Ощущение своей вины помешало Эмбер возразить. У нее не хватало решимости ссориться с дочерью мужа, когда тот лежит в комнате рядом, возможно, при смерти. Она ответила неожиданно мягко:

— Это неправда, Леттис. Я понимаю, у нас большая разница в возрасте. Но я старалась дать ему счастье и думала, мне это удавалось. А Сэмюэль был болен до того, как я познакомилась с ним, и вы знаете это.

Леттис старалась избежать взгляда Эмбер. Ничто и никогда не заставит ее примириться с этой женщиной, которой она не доверяла по тысяче причин, но была еще в состоянии ради отца хотя бы внешне проявлять к ней почтение.

— Простите, я слишком много наговорила. Это из-за того, что я страшно тревожусь за отца.

Эмбер направилась к дверям спальни и, проходя мимо Леттис, быстро взяла ее за руку.
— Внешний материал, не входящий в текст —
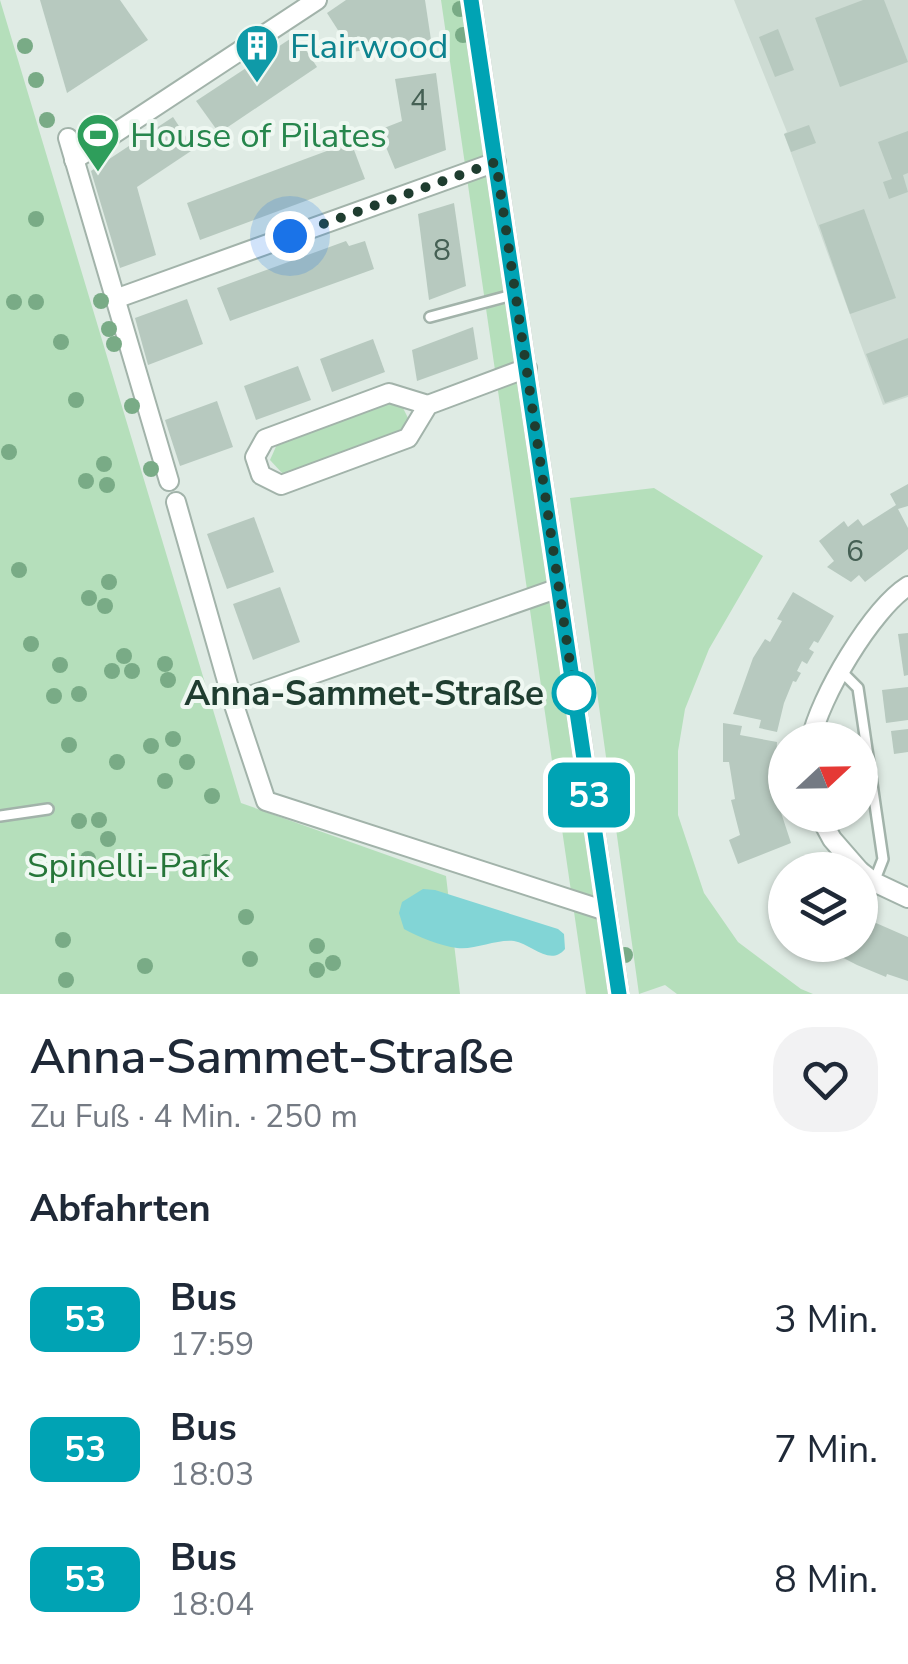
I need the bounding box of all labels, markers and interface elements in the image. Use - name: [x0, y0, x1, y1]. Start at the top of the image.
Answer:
- building icon: Flairwood: [234, 23, 280, 84]
- place label: Flairwood: [290, 23, 448, 70]
- house number: 4: [410, 80, 428, 121]
- sports icon: House of Pilates: [75, 112, 121, 173]
- place label: House of Pilates: [130, 112, 387, 159]
- your location: [265, 211, 315, 261]
- house number: 8: [433, 230, 451, 271]
- house number: 6: [846, 531, 864, 572]
- place label: Anna-Sammet-Straße: [184, 670, 544, 717]
- marker: Anna-Sammet-Straße: [553, 672, 595, 714]
- north arrow: [768, 722, 878, 832]
- map controls: [768, 722, 878, 962]
- line badge: 53: [544, 762, 634, 828]
- text: 53: [568, 772, 610, 819]
- park label: Spinelli-Park: [27, 842, 230, 889]
- button: layers: [768, 852, 878, 962]
- text: Anna-Sammet-Straße: [30, 1024, 514, 1090]
- button: heart: [773, 1027, 878, 1132]
- text: Zu Fuß · 4 Min. · 250 m: [30, 1095, 358, 1138]
- text: Abfahrten: [30, 1183, 211, 1234]
- text: Bus: [170, 1272, 237, 1323]
- text: 3 Min.: [774, 1294, 878, 1345]
- text: 53: [64, 1296, 106, 1343]
- text: 17:59: [170, 1323, 254, 1366]
- text: Bus: [170, 1402, 237, 1453]
- text: 7 Min.: [774, 1424, 878, 1475]
- text: 53: [64, 1426, 106, 1473]
- text: 18:03: [170, 1453, 254, 1496]
- text: Bus: [170, 1532, 237, 1583]
- text: 8 Min.: [774, 1554, 878, 1605]
- text: 53: [64, 1556, 106, 1603]
- text: 18:04: [170, 1583, 254, 1626]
— Я тоже беспокоюсь за него, Леттис.

Леттис озадачено взглянула не нее, но ничего не могла с собой поделать: малейший жест со стороны этой женщины всегда казался ей лживым и злонамеренным.

Сэмюэль отказался на этот раз от своей обычной ежегодной поездки в Танбридж Уэллс, ибо беременность жены не позволяла ей сопровождать его. Но он много отдыхал. Все дольше он оставался в своих комнатах вдвоем с Эмбер, а торговыми делами заправляли старшие сыновья. Эмбер читала ему книги, играла на гитаре, пела песни — своей преданностью и весельем она пыталась успокоить голос собственной совести.

Среди людей, ведущих финансовые дела, было обычным в конце года производить проверку счетов и подводить итоги, но поскольку сердечный приступ задержал Сэмюэля, он отложил дела до начала февраля. Потом он работал над финансовыми бумагами несколько дней. Часть его капитала хранилась у банкира, часть вложена в акции Ост-индской компании, одним из директоров которой был он сам, в закладные, в проценты с капитала каперского флота и в другие подобные активы, а также в грузы в Кадиксе, Лиссабоне, Венеции, в драгоценности, золотые слитки, а кроме того, были и наличные.

— Почему бы тебе не предоставить бухгалтерскую работу Сэму и Бобу, — предложила однажды Эмбер Сэмюэлю. Она сидела на полу и играла с Тенси в игру «колыбель для кошки».

Сэмюэль работал за письменным столом, одетый в ост-индский камзол, привезенный ему Брюсом. Над его головой висел светильник с многочисленными свечами, ибо, несмотря на полдень, в помещении царил полумрак.

— Я хочу быть уверен, что мои финансовые дела в полном порядке, потому что, если со мной что— нибудь случится…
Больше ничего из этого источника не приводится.